The lines needed are those below that contain the word "linecap"; copy each one.

ENTRIES PROVIDED ::
---

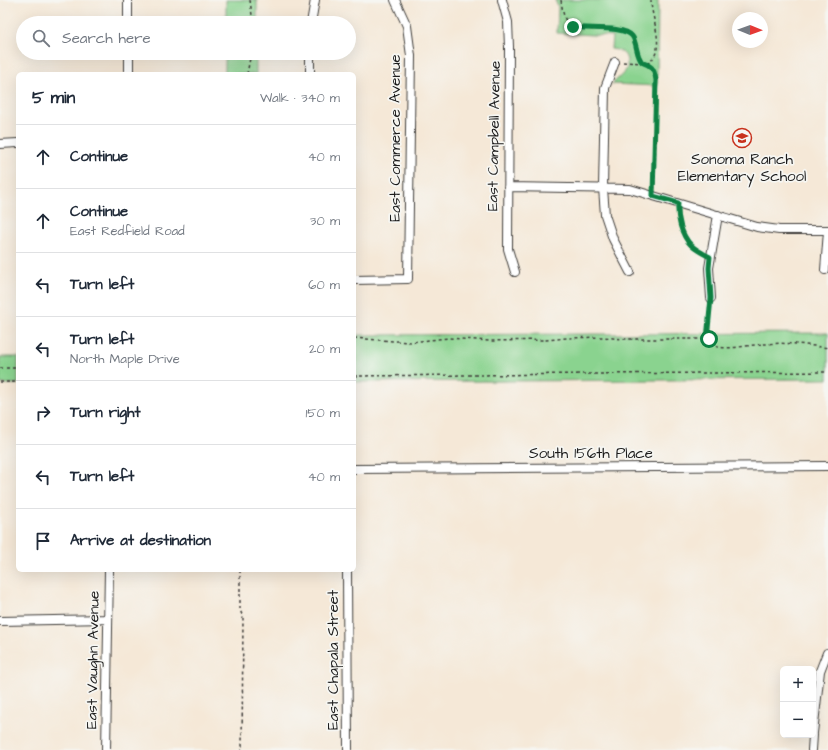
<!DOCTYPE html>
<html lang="en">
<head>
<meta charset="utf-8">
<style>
  :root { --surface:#fff; --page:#f6f6f7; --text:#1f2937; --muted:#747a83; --line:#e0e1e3 }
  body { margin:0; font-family:"Architects Daughter",sans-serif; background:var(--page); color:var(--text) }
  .controls { position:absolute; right:12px; bottom:12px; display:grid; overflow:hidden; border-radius:6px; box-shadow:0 4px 16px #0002 }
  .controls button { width:36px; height:36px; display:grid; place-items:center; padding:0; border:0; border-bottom:1px solid var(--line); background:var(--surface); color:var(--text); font:20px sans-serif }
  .compass { position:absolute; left:732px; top:12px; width:36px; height:36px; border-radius:50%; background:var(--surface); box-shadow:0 4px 16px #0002; rotate:91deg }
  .stop { position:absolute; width:12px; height:12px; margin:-9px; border:3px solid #0b8043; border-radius:50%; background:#fff }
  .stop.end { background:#0b8043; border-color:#fff; box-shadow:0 1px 4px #0008 }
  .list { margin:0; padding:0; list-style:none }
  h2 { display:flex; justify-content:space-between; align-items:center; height:52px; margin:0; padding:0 16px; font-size:17px }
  h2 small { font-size:13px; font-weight:400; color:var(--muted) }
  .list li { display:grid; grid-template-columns:26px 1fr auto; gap:12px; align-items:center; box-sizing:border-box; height:64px; padding:0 16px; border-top:1px solid var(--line) }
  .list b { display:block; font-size:15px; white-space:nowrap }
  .list p { margin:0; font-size:13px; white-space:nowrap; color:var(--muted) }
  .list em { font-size:13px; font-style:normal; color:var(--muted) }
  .icon { flex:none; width:22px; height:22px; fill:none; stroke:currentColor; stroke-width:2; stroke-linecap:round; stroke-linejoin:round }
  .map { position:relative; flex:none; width:828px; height:750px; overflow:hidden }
  .search { position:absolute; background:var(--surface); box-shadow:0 4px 16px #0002; left:16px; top:16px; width:340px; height:44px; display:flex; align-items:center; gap:10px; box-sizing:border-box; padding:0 14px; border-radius:22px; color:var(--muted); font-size:15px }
  .panel { position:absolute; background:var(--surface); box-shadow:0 4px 16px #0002; left:16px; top:72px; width:340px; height:500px; border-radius:6px }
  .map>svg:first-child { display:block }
  .green { fill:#8ad38f; stroke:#537856 }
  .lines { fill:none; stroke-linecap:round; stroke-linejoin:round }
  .minor-casing { stroke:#3d3b38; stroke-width:10 }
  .path { stroke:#3d3b38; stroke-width:1.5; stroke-dasharray:3 3; stroke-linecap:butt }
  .minor { stroke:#fff; stroke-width:8 }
  .route { stroke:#0b8043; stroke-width:5 }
  .labels { text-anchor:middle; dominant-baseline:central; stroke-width:3.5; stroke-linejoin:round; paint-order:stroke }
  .street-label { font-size:15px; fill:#1c1c1c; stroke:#f6f6f2 }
  .poi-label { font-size:15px; fill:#1c1c1c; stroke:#f6f6f2 }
</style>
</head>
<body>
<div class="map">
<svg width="828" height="750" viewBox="0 0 828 750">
  <rect width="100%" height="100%" fill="#f6f6f2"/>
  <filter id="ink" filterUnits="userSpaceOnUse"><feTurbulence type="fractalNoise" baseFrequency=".025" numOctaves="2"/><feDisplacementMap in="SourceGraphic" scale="8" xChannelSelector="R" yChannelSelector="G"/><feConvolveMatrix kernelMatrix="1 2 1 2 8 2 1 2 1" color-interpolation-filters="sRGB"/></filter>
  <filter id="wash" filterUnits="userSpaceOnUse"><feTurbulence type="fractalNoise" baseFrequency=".012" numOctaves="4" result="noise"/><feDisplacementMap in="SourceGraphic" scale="16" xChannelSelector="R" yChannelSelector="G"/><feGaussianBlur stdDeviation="0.9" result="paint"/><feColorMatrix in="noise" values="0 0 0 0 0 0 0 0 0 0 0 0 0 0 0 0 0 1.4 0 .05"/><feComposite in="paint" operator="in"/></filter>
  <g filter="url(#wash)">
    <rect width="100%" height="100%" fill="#f5e8d7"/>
    <!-- green -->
    <path class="green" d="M226 0H257V23H226Z
      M555 0H658L657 86 612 84C615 81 626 72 627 68 627 67 627 62 627 61 626 52 619 50 611 49L612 36 557 33 558 7Z
      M225 53H256V74H225Z
      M828 333V379L354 382V335Z
      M0 357H18V384H0Z"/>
  </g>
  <g filter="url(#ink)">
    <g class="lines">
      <defs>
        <path id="minor" d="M128 0V23
          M502 0 508 22 509 47 508 249 515 272
          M311 23 315 0
          M129 53V74
          M615 62 605 88 603 188 605 215 613 239 630 272
          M310 74V53
          M0 144 18 143
          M508 187 630 189 757 227 779 230H828
          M825 270 828 231
          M354 280 408 279 411 56 407 26 395 0
          M711 298 709 268 718 215
          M354 469 828 466
          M347 570 348 750
          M0 621 108 619
          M813 733 820 671 827 653
          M106 750 109 570
          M812 750 813 735"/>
      </defs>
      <!-- minor casing -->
      <use href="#minor" class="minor-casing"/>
      <!-- path -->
      <path class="path" d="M250 0 253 23
        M561 0C562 7 563 15 566 21 575 37 621 20 633 37 635 40 636 47 637 51 639 55 641 59 643 63
        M623 62 643 63 647 64C668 50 651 20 651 0
        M647 64C654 68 654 72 656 80L654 188
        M247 74 251 53
        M678 211C679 222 683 239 692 246 695 249 700 251 703 253
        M354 338 378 340 411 342 448 338 490 341 546 340 567 338 603 337 623 339H709C711 342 713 346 718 347 731 350 752 344 767 344 787 342 808 345 828 348
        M707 339 710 306
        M0 368H18
        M354 376 828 372
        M0 382H18
        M240 570V610L243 617 242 750"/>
      <!-- minor -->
      <use href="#minor" class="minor"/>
    </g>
  </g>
  <g class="lines" filter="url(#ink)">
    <!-- route -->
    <path class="route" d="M573 27C587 30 623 25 632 36 637 42 636 56 642 62 643 63 646 64 648 65 654 68 655 74 656 80L653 196 678 203C677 217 681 235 691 245 696 250 704 254 710 257L709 268 711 298 707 339H709"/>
  </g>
  <!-- icons -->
  <defs>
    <symbol id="school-ring" viewBox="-11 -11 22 22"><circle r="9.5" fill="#f6f6f2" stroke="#c8321e" stroke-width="1.5"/><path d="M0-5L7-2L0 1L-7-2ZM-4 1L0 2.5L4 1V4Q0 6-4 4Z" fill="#c8321e"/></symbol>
  </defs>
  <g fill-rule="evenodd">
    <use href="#school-ring" x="731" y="127" width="22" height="22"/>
  </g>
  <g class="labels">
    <!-- street labels -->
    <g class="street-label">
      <text transform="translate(494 136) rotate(-89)">East Campbell Avenue</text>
      <text transform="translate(395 138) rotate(-90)">East Commerce Avenue</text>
      <text x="591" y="453">South 156th Place</text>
      <text transform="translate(93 660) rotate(-89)">East Vaughn Avenue</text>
      <text transform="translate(333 660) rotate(-90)">East Chapala Street</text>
    </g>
    <!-- poi labels -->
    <g class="poi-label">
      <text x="742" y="159">Sonoma Ranch<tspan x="742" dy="17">Elementary School</tspan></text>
    </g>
  </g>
</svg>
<div class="controls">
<button>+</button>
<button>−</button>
</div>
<svg class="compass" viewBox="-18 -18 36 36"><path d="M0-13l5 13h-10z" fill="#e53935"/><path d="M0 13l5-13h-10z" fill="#747a83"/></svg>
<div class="stop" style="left:709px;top:339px"></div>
<div class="stop end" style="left:573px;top:27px"></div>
<div class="search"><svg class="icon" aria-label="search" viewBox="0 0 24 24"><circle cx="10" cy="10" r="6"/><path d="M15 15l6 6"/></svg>Search here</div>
<section class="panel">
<h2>5 min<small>Walk · 340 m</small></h2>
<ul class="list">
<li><svg class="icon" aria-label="ahead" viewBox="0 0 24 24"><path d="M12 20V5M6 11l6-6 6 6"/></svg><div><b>Continue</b></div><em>40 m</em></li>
<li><svg class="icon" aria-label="ahead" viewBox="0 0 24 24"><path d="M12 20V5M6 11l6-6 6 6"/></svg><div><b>Continue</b><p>East Redfield Road</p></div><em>30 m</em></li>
<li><svg class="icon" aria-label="left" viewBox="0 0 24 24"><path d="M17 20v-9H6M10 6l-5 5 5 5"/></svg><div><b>Turn left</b></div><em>60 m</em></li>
<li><svg class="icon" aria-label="left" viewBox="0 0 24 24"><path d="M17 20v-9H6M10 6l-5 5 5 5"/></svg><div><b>Turn left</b><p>North Maple Drive</p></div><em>20 m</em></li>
<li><svg class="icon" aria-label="right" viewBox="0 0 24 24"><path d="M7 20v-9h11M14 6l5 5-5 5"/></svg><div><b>Turn right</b></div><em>150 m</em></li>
<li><svg class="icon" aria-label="left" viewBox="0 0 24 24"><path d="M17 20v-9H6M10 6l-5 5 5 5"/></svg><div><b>Turn left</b></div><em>40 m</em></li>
<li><svg class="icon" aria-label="arrive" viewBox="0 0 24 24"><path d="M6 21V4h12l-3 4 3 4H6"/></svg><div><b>Arrive at destination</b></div></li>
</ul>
</section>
</div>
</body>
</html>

---

EXERCISE RESULT ::
  .icon { flex:none; width:22px; height:22px; fill:none; stroke:currentColor; stroke-width:2; stroke-linecap:round; stroke-linejoin:round }
  .lines { fill:none; stroke-linecap:round; stroke-linejoin:round }
  .path { stroke:#3d3b38; stroke-width:1.5; stroke-dasharray:3 3; stroke-linecap:butt }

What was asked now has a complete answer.